The first step in tracking an object is to detect it. The research team’s solution narrows a search area down and instructs the robot to find all object instances of one or more pre-determined object classes. The algorithm is trained on a series of examples of these object classes to learn what it is looking for, regardless of the object’s scale, location or pose and despite any partial occlusions or poor lighting conditions.

 

Once the object has been identified, it needs to be followed. Robots can do this by continuously re-identifying the object in subsequent images, but for visual object tracking to be useful in robotic applications, interpreting the object as a set of trajectories with high accuracy is required.

 

Algorithms for tracking objects need to accurately perform detections and localize objects of interest in the least amount of time possible. This is especially imperative for real-time object tracking models.

 

“Discriminative correlation filters (DCF) are well suited to object tracking because of their impressive performance in terms of speed and accuracy,” Dr. Javed says. “In most DCF methods, an online correlation filter is trained from the region of interest in the current frame and then employed to track the target object in subsequent frames.”

 

High detection accuracy and fast processing speed are difficult to combine: More accurate tracking tasks often require longer processing times, while quicker responses are more prone to errors. In the research team’s solution, accuracy and speed are achieved by constructing a spatiotemporal graph that models and predicts where an object is likely to appear based on its previous identified location. Out of a series of possible trajectories, the most probable is selected by the DCF, which filters the background noise and any other distractions.

 

To evaluate their algorithm, the team tested it on six challenging benchmark datasets and compared it with 33 existing state-of-the-art trackers.

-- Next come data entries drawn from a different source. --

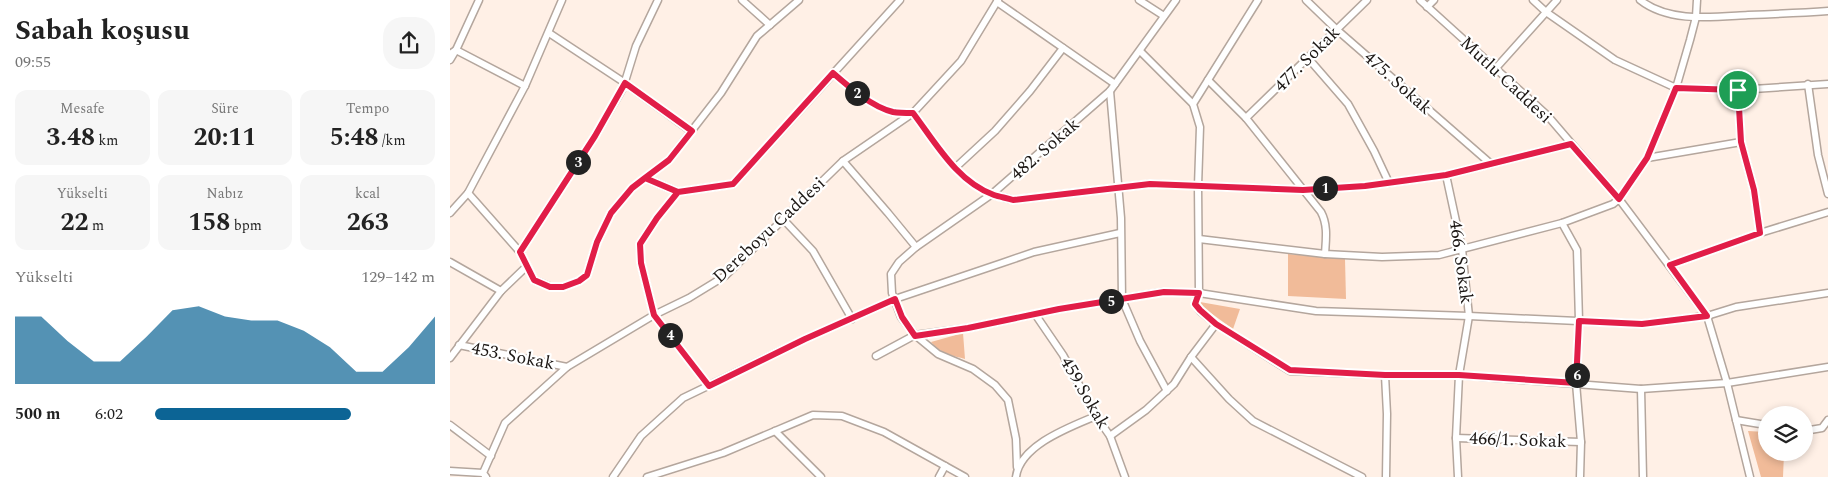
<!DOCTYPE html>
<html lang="tr">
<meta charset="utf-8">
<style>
body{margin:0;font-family:Spectral,serif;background:#f6f6f6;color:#222;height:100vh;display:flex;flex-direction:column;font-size:19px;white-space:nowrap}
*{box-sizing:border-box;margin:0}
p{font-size:16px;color:#767676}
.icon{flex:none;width:28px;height:28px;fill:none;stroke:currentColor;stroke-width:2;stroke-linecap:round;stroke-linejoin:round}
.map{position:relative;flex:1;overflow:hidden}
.drawer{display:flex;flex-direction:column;background:#fff;width:450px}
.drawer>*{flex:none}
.buttons{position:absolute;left:1308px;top:406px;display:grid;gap:10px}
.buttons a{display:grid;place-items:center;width:55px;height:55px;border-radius:50%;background:#fff;box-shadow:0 2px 8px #0003;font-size:25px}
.pin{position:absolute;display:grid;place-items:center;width:42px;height:42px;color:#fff;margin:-21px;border:2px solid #fff;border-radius:50%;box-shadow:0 1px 5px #0007}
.km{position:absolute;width:25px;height:25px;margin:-12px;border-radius:50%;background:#222;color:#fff;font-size:14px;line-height:25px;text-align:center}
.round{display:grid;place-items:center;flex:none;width:52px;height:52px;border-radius:20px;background:#f6f6f6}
.head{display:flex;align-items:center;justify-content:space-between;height:85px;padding:0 15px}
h1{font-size:28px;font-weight:700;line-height:38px}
.figures{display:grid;grid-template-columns:repeat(3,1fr);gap:8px;height:85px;padding:5px 15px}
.figures div{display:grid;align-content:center;border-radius:12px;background:#f6f6f6;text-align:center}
.figures b{font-size:25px;font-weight:700}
.figures small{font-size:14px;font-weight:400}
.figures p{font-size:14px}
.chart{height:140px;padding:10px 15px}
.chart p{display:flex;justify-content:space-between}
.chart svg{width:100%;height:90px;margin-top:5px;fill:#0c6495;opacity:.7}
ul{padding:0 15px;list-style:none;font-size:16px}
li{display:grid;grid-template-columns:80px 60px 1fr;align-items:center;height:38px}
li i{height:12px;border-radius:6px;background:#0c6495}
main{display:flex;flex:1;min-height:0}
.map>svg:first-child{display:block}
</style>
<main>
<section class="drawer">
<div class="head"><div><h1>Sabah koşusu</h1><p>09:55</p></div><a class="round"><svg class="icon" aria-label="share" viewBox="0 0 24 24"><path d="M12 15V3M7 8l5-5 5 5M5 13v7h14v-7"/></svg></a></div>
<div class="figures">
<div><p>Mesafe</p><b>3.48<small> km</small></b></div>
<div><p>Süre</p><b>20:11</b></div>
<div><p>Tempo</p><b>5:48<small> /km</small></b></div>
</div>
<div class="figures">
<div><p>Yükselti</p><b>22<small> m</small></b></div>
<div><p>Nabız</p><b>158<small> bpm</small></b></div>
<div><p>kcal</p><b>263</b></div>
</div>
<div class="chart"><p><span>Yükselti</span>129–142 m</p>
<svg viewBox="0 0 160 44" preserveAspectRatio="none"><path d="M0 44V11L10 11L20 23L30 33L40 33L50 21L60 8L70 6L80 11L90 13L100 13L110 18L120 26L130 38L140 38L150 26L160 11V44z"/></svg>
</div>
<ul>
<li><b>500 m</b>6:02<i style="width:70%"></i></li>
</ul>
</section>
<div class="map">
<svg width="1378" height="477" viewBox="0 0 1378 477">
<rect width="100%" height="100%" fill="#fff0e6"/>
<!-- green -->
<g fill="#f1bb99">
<path d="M838,254L895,259L896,299L838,296Z"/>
<path d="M750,302L790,309L783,329L751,306Z"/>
<path d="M513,333L515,359C504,356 489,353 481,342Z"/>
<path d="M1298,431L1316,432V452L1334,453L1333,477H1311Z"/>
</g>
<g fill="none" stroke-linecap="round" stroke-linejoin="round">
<defs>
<g id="minor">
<path d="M292,0L320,25"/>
<path d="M689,0L714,16"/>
<path d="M856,0L886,29L1041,164"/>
<path d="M970,0L1097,115L1169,199L1257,316L1277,383L1300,477"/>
<path d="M1083,0L1096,12L1165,60L1226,88L1288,90L1378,84"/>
<path d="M1190,0C1219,23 1263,17 1298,15C1325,14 1351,13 1378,11"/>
<path d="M547,2L665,84"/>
<path d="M977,7L984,0"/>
<path d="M99,33L175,83L241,131"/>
<path d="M690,51L743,104L750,127L748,186L749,293L745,304L750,311L766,324L840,371L935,375H1009L1191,389L1277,383L1378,367"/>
<path d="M0,54L6,50L75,86"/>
<path d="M858,58L898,104L924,151L939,183"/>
<path d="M0,60L6,50L29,0"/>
<path d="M1046,68L1107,0"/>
<path d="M383,73C399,87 422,107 443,112C449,113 456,113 463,113C485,142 507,182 544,195C550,197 557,198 563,200L700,184L853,190L915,186L996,175"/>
<path d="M758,80L796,118L871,212C878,225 876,239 875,254"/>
<path d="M1358,84L1368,155L1378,194"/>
<path d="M1288,90L1291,142L1304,190L1310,233"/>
<path d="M660,91L671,218L672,299L690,341L717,391"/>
<path d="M743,104L808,0"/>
<path d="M796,118L917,0"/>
<path d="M1197,158L1291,142"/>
<path d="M393,161L438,213L466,247"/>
<path d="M505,168L545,131L580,91L613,48"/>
<path d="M195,178L228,192L283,184L450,0"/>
<path d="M228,192L207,218L190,244L191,263L204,315L259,386"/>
<path d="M18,193L70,252L84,280L101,287H113L129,281L137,275L147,242L161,213L182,188L219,160L271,93L307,36L349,0"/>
<path d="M0,213L18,193L75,86L112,0"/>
<path d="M333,219L363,251L402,319"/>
<path d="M1112,223L1127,250L1129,321L1126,383L1131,442L1130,477"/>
<path d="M749,239L875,254L932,257L989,255L1112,223L1163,204L1169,199L1197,158L1226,88L1240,40L1246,17L1247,0"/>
<path d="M70,252L145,136L173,88L186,46L208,0"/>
<path d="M0,262L51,291"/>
<path d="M1220,265L1310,233L1378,212"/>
<path d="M585,314L613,355L646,416L660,436L675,477"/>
<path d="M9,345L117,367"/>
<path d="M426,356L465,335L518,328L609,309L713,292L749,293L866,311L1019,316L1192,324L1257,316L1286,307L1378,293"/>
<path d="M741,357L779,399L803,421L912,477"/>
<path d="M0,358L51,291L77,266"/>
<path d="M935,375L937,414L936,477"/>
<path d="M1191,389L1193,477"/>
<path d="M1286,420L1316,425"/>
<path d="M0,425L41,456"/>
<path d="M325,431L371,477"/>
<path d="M1354,431L1372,428L1378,420"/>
<path d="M660,436L696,410L724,384L741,357L766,324"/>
<path d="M1006,438L1131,442"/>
<path d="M567,467L566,439L558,400L545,385L523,369L488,354L465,335L451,317L442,293L441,274L449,262L466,247L542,194L660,91L726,0"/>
<path d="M0,471L33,473"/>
<path d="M36,477L33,473L55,423L117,367L204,315L239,298L275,276L393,161L463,113L511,61L548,0"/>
<path d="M163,477L191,436L233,398L355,339L445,299L552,263L584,252L670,233"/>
<path d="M197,477L273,453L363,415L392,416L434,432L515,477"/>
<path d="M489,477L495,466"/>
<path d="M566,477C570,445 620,427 646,416"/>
<path d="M1008,477L1006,438L1009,375L1019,316L1012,249L996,175L1121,144"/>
</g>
</defs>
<!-- minor casing -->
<use href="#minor" stroke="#b4a69d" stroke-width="9"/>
<!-- minor -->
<use href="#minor" stroke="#fff" stroke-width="6"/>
</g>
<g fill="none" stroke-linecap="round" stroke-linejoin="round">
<defs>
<path id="route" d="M1288,90L1226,88L1197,158L1169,199L1121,144L996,175L915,186L853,190L700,184L563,200C557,198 550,197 544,195C507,182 485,142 463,113C456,113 449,113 443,112C422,107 399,87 383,73L283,184L228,192L195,178L219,160L242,131L175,83L145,136L70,252L84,280L100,287H113L129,281L137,275L147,242L161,213L182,188L195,178L228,192L207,218L190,244L191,263L204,315L259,386L355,339L445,299L452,317L465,336L518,328L609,309L714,292L749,293L745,304L750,310L766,324L840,370L935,375H1009L1126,383L1129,321L1192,324L1257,316L1220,265L1310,233L1304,190L1291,142L1288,90"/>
</defs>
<!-- route casing -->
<use href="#route" stroke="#fff" stroke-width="10"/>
<!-- route -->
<use href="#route" stroke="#e11d48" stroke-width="6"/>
</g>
<g text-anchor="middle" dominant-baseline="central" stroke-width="4.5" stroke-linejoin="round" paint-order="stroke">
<!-- street labels -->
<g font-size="18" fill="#1c1714" stroke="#fff">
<text transform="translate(857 59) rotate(-45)">477. Sokak</text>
<text transform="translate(1056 80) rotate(43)">Mutlu Caddesi</text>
<text transform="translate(948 83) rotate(42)">475. Sokak</text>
<text transform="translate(595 149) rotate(-41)">482. Sokak</text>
<text transform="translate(319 230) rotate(-43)">Dereboyu Caddesi</text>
<text transform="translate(1011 262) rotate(82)">466. Sokak</text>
<text transform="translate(63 356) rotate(11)">453. Sokak</text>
<text transform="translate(635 393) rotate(60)">459.Sokak</text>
<text transform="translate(1068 440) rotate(2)">466/1. Sokak</text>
</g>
</g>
</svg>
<div class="buttons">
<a><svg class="icon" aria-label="layers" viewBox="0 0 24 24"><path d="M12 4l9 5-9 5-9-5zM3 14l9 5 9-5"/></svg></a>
</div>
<div class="pin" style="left:1288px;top:90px;background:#1e9e55"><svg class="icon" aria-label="arrive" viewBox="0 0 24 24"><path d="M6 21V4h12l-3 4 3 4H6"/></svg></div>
<b class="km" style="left:875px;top:188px">1</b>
<b class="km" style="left:407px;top:93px">2</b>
<b class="km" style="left:128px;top:162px">3</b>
<b class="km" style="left:220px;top:335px">4</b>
<b class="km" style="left:661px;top:301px">5</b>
<b class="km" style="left:1127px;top:375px">6</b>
</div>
</main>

Their results were excellent, achieving higher accuracy than existing trackers on many tests and ranking among the top three for the remaining tests.

 

As mobile robots and autonomous machines are increasingly deployed, object detection systems are becoming more important. Although great progress is being made, we are still far from achieving human-level performance, but solutions like this are a vital step towards that level of performance.